Qualifikation und Bildung vs. Industrialisierung und Co.

Heute habe ich einen Artikel in der ZEIT gelesen, der sich mit der Verdrängung von Arbeitern durch Roboter an Facharbeiterarbeitsplätzen befasst. Während in vielen Diskussionen viel gesagt wird, aber wenig neue Ideen entstehen, möchte ich mich in der nächsten Zeit näher mit Zukunftsideen befassen.

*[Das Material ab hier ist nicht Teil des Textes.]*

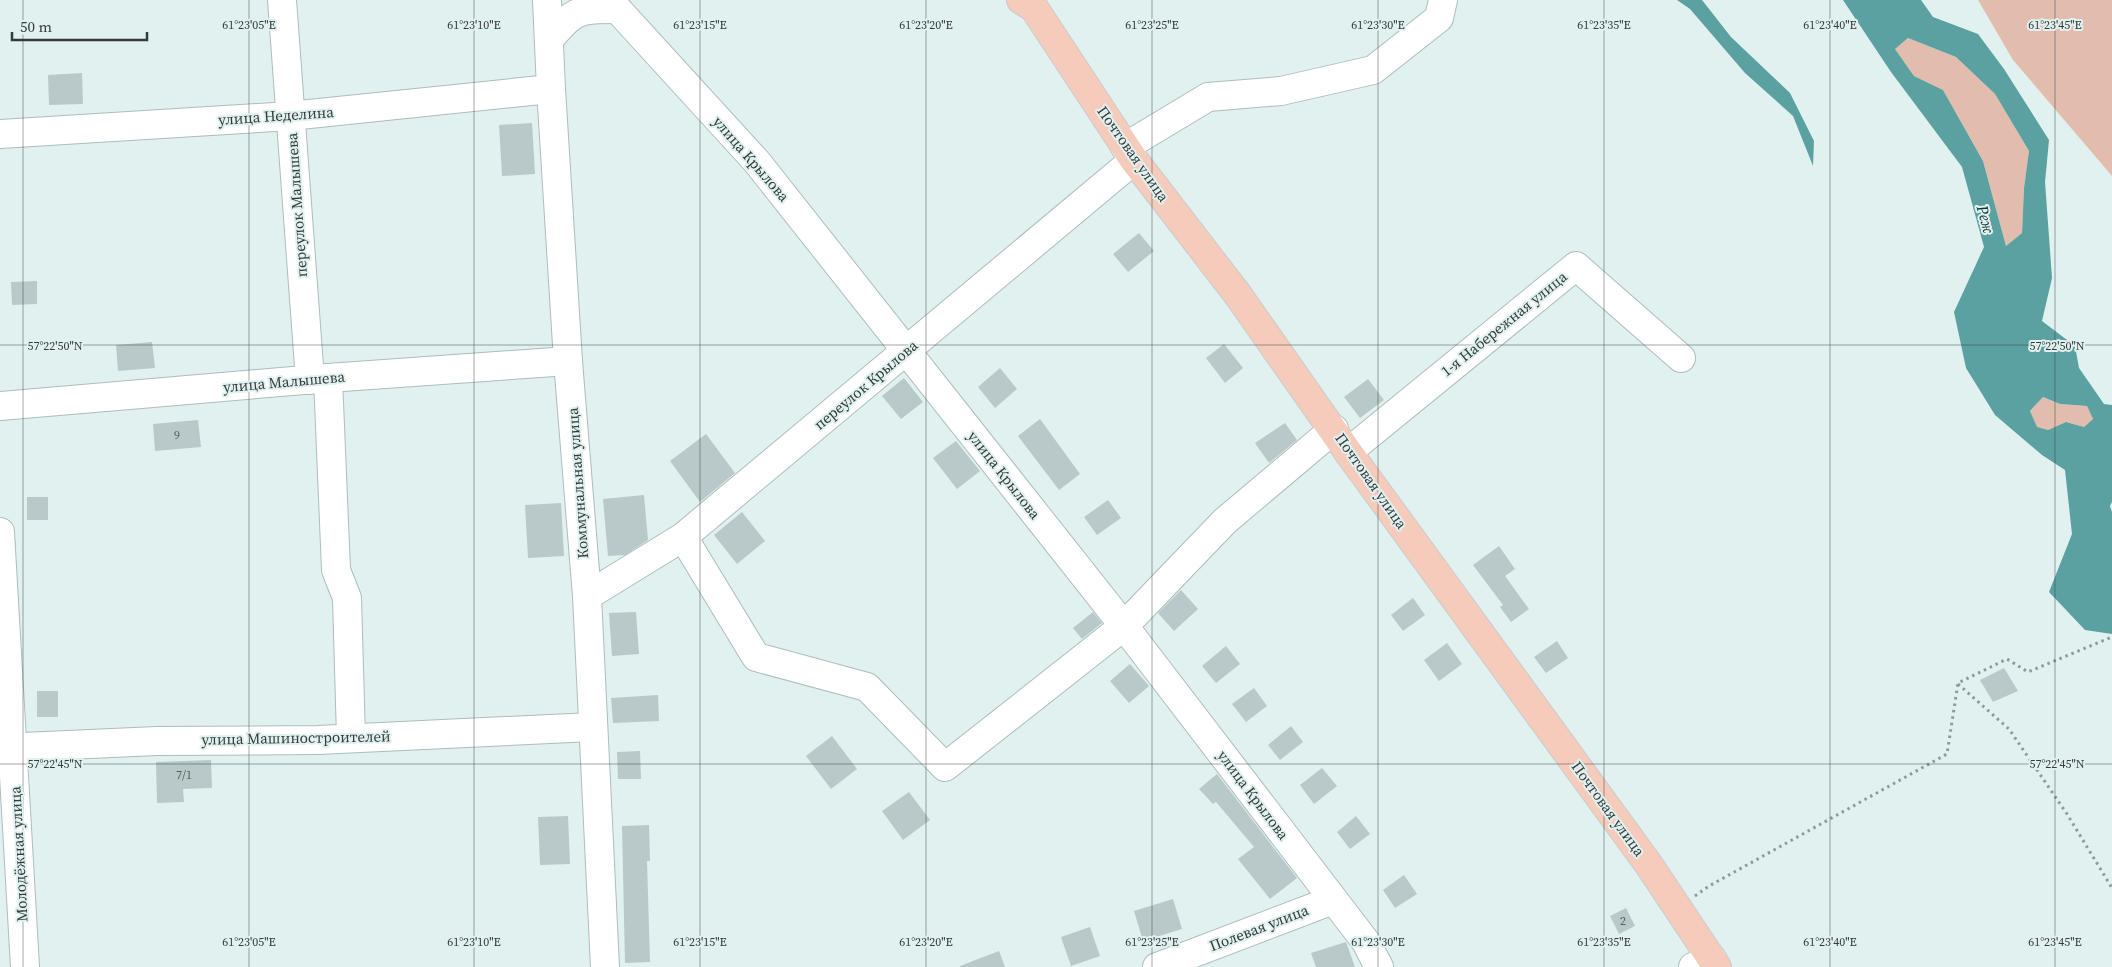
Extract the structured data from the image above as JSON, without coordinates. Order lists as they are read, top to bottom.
{
  "streets": {
    "main road": ["Почтовая улица"],
    "street": [
      "улица Неделина",
      "улица Крылова",
      "переулок Малышева",
      "1-я Набережная улица",
      "улица Малышева",
      "переулок Крылова",
      "Коммунальная улица",
      "улица Машиностроителей",
      "Молодёжная улица",
      "Полевая улица"
    ]
  },
  "crossings": [
    ["улица Неделина", "переулок Малышева"],
    ["улица Неделина", "Коммунальная улица"],
    ["Почтовая улица", "1-я Набережная улица"],
    ["Почтовая улица", "переулок Крылова"],
    ["улица Крылова", "переулок Крылова"],
    ["улица Крылова", "Полевая улица"],
    ["переулок Малышева", "улица Малышева"],
    ["переулок Малышева", "улица Машиностроителей"],
    ["улица Малышева", "Коммунальная улица"],
    ["переулок Крылова", "Коммунальная улица"],
    ["Коммунальная улица", "улица Машиностроителей"],
    ["улица Машиностроителей", "Молодёжная улица"]
  ],
  "water": ["Реж"],
  "house_numbers": ["9", "7/1", "2"],
  "scale_bar": "50 m",
  "coordinates": [
    "61°23'05\"E",
    "61°23'10\"E",
    "61°23'15\"E",
    "61°23'20\"E",
    "61°23'25\"E",
    "61°23'30\"E",
    "61°23'35\"E",
    "61°23'40\"E",
    "61°23'45\"E",
    "57°22'50\"N",
    "57°22'45\"N"
  ]
}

Heute: Die Grenzen der Qualifikation und der Automatisierung

Folgendes Problem ist zu lösen: Durch die Automatisierung / Roboterisierung kann immer mehr produzierende Arbeit mit immer weniger menschlicher Arbeitskraft geleistet werden. Dadurch ergibt sich in der momentanen Gesellschaft eine Umverteilung. Je mehr automatisiert produziert wird, umso mehr Wohlstand häuft sich bei Menschen an, denen die Produktionsmittel gehören bzw. die Anteilseigner daran sind. Ganz mechanisch betrachtet gibt es dazu eine Gegenreaktion, die bewirkt, dass bei denen, die nun nicht mehr an diesem Wertschöpfungsprozess teilhaben, der Wohlstand sinkt. Wohlstand möchte ich dabei als die Fähigkeit definieren gewisse Zustände bzw. Qualitäten zu erreichen. Der ausgeklinkten Fraktion stehen nun vier Möglichkeiten offen:

1. Sie suchen einen Arbeitgeber, der noch nicht automatisiert. Eine Option mit beschränkten Zukunftsaussichten, da der automatisierte AG meist auch wirtschaftlich stärker ist und den neuen AG verdrängt.
2. Sie wechseln von der Produktion in die Dienstleistung. Diese Option ist auch beschränkt, da durch das Absinken des Gesamtwohlstands auch weniger Nachfrage nach Dienstleistungen (also der Dienst zum Erzeugen gewisser Zustände und Qualitäten) besteht. Darüber hinaus drängen noch andere Menschen in den Dienstleistungssektor.
3. Sie resignieren und vertrauen auf soziale Sicherungssysteme. Dies führt zu konkreten Problemen wie Unzufriedenheit, externen Druck doch wieder (an ungewollter Stelle)in den Arbeitsmarkt einzutreten, finanzielle Kosten für den Ausgleich für die Leistungen durch die Arbeitenden und die notwendigen Produkte und Verlust des sozialen Status.
4. Sie erwerben weitere Qualifikationen. Der Erwerb der weiteren Qualifikation, um zum Beispiel nun die Roboter warten, programmieren oder entwickeln zu können, kann kurzfristig helfen. Langfristig stellen sich folgende Probleme ein: Nicht alle Menschen können weiter qualifiziert werden. Auch mit der entsprechenden Qualifikation ergeben sich aus der Automatisierung keine neuen Arbeitsplätze im Verhältsnis 1:1. Die Qualifikation kostet Geld und hat gleichzeitig einen ungewissen Ausgang (Maßnahmen zur Wiedereingliederung von Langzeitarbeitslosen, Umschulungen etc.).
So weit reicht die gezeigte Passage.